§ **Problem requirements**
Output all entries exactly as they appear and skip the pictures.

Collected data entries:

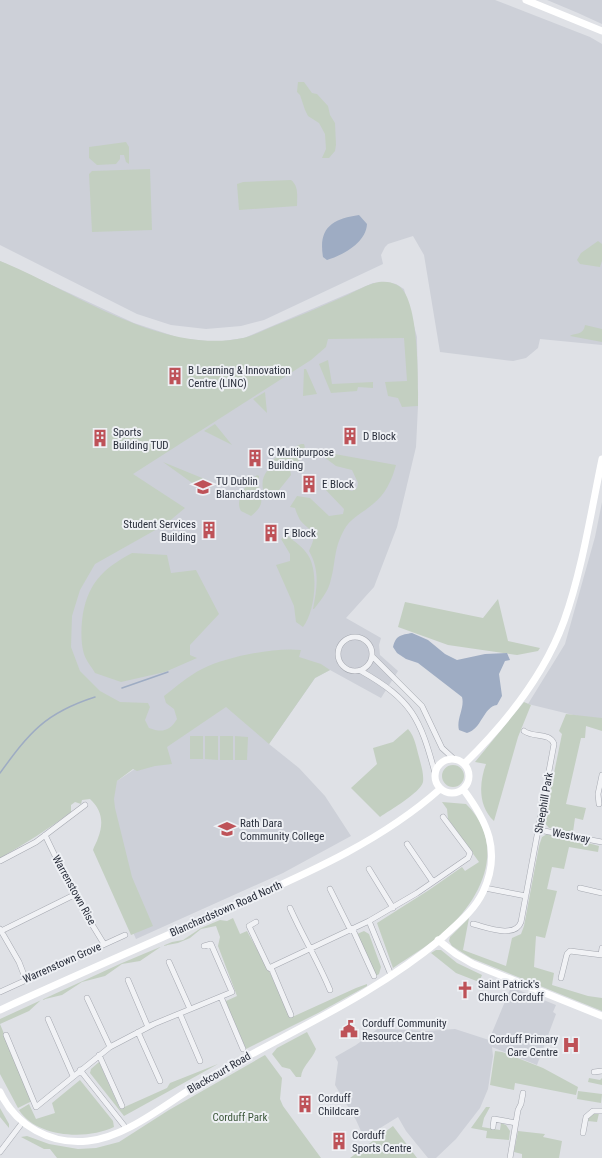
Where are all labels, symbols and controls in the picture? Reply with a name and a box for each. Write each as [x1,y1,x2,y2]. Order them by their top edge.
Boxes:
place label: B Learning & Innovation Centre (LINC) [188,364,291,390]
building icon: B Learning & Innovation Centre (LINC) [165,366,185,386]
place label: Sports Building TUD [113,426,169,452]
building icon: D Block [340,426,360,446]
building icon: Sports Building TUD [90,428,110,448]
place label: D Block [363,430,396,443]
place label: C Multipurpose Building [268,446,334,472]
building icon: C Multipurpose Building [245,448,265,468]
building icon: E Block [299,474,319,494]
place label: TU Dublin Blanchardstown [216,475,286,501]
school or university icon: TU Dublin Blanchardstown [193,477,213,497]
place label: E Block [322,478,354,491]
place label: Student Services Building [123,518,196,544]
building icon: Student Services Building [199,520,219,540]
building icon: F Block [261,523,281,543]
place label: F Block [284,527,316,540]
street label: Sheephill Park [532,771,556,835]
place label: Rath Dara Community College [240,817,324,843]
school or university icon: Rath Dara Community College [217,819,237,839]
street label: Westway [551,826,592,846]
street label: Warrenstown Rise [49,853,99,927]
street label: Blanchardstown Road North [168,878,284,940]
street label: Warrenstown Grove [21,940,103,986]
place label: Saint Patrick's Church Corduff [478,978,544,1004]
church icon: Saint Patrick's Church Corduff [455,980,475,1000]
place label: Corduff Community Resource Centre [362,1017,447,1043]
public building icon: Corduff Community Resource Centre [339,1019,359,1039]
place label: Corduff Primary Care Centre [489,1033,558,1059]
hospital icon: Corduff Primary Care Centre [561,1035,581,1055]
street label: Blackcourt Road [185,1050,253,1096]
place label: Corduff Childcare [318,1092,359,1118]
building icon: Corduff Childcare [295,1094,315,1114]
park label: Corduff Park [213,1111,267,1124]
place label: Corduff Sports Centre [352,1129,411,1155]
building icon: Corduff Sports Centre [329,1131,349,1151]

§ **Output below**
Where are all labels, symbols and controls in the picture? Reply with a name and a box for each. Write each as [x1,y1,x2,y2]. Order them by their top edge.
Boxes:
place label: B Learning & Innovation Centre (LINC) [188,364,291,390]
building icon: B Learning & Innovation Centre (LINC) [165,366,185,386]
place label: Sports Building TUD [113,426,169,452]
building icon: D Block [340,426,360,446]
building icon: Sports Building TUD [90,428,110,448]
place label: D Block [363,430,396,443]
place label: C Multipurpose Building [268,446,334,472]
building icon: C Multipurpose Building [245,448,265,468]
building icon: E Block [299,474,319,494]
place label: TU Dublin Blanchardstown [216,475,286,501]
school or university icon: TU Dublin Blanchardstown [193,477,213,497]
place label: E Block [322,478,354,491]
place label: Student Services Building [123,518,196,544]
building icon: Student Services Building [199,520,219,540]
building icon: F Block [261,523,281,543]
place label: F Block [284,527,316,540]
street label: Sheephill Park [532,771,556,835]
place label: Rath Dara Community College [240,817,324,843]
school or university icon: Rath Dara Community College [217,819,237,839]
street label: Westway [551,826,592,846]
street label: Warrenstown Rise [49,853,99,927]
street label: Blanchardstown Road North [168,878,284,940]
street label: Warrenstown Grove [21,940,103,986]
place label: Saint Patrick's Church Corduff [478,978,544,1004]
church icon: Saint Patrick's Church Corduff [455,980,475,1000]
place label: Corduff Community Resource Centre [362,1017,447,1043]
public building icon: Corduff Community Resource Centre [339,1019,359,1039]
place label: Corduff Primary Care Centre [489,1033,558,1059]
hospital icon: Corduff Primary Care Centre [561,1035,581,1055]
street label: Blackcourt Road [185,1050,253,1096]
place label: Corduff Childcare [318,1092,359,1118]
building icon: Corduff Childcare [295,1094,315,1114]
park label: Corduff Park [213,1111,267,1124]
place label: Corduff Sports Centre [352,1129,411,1155]
building icon: Corduff Sports Centre [329,1131,349,1151]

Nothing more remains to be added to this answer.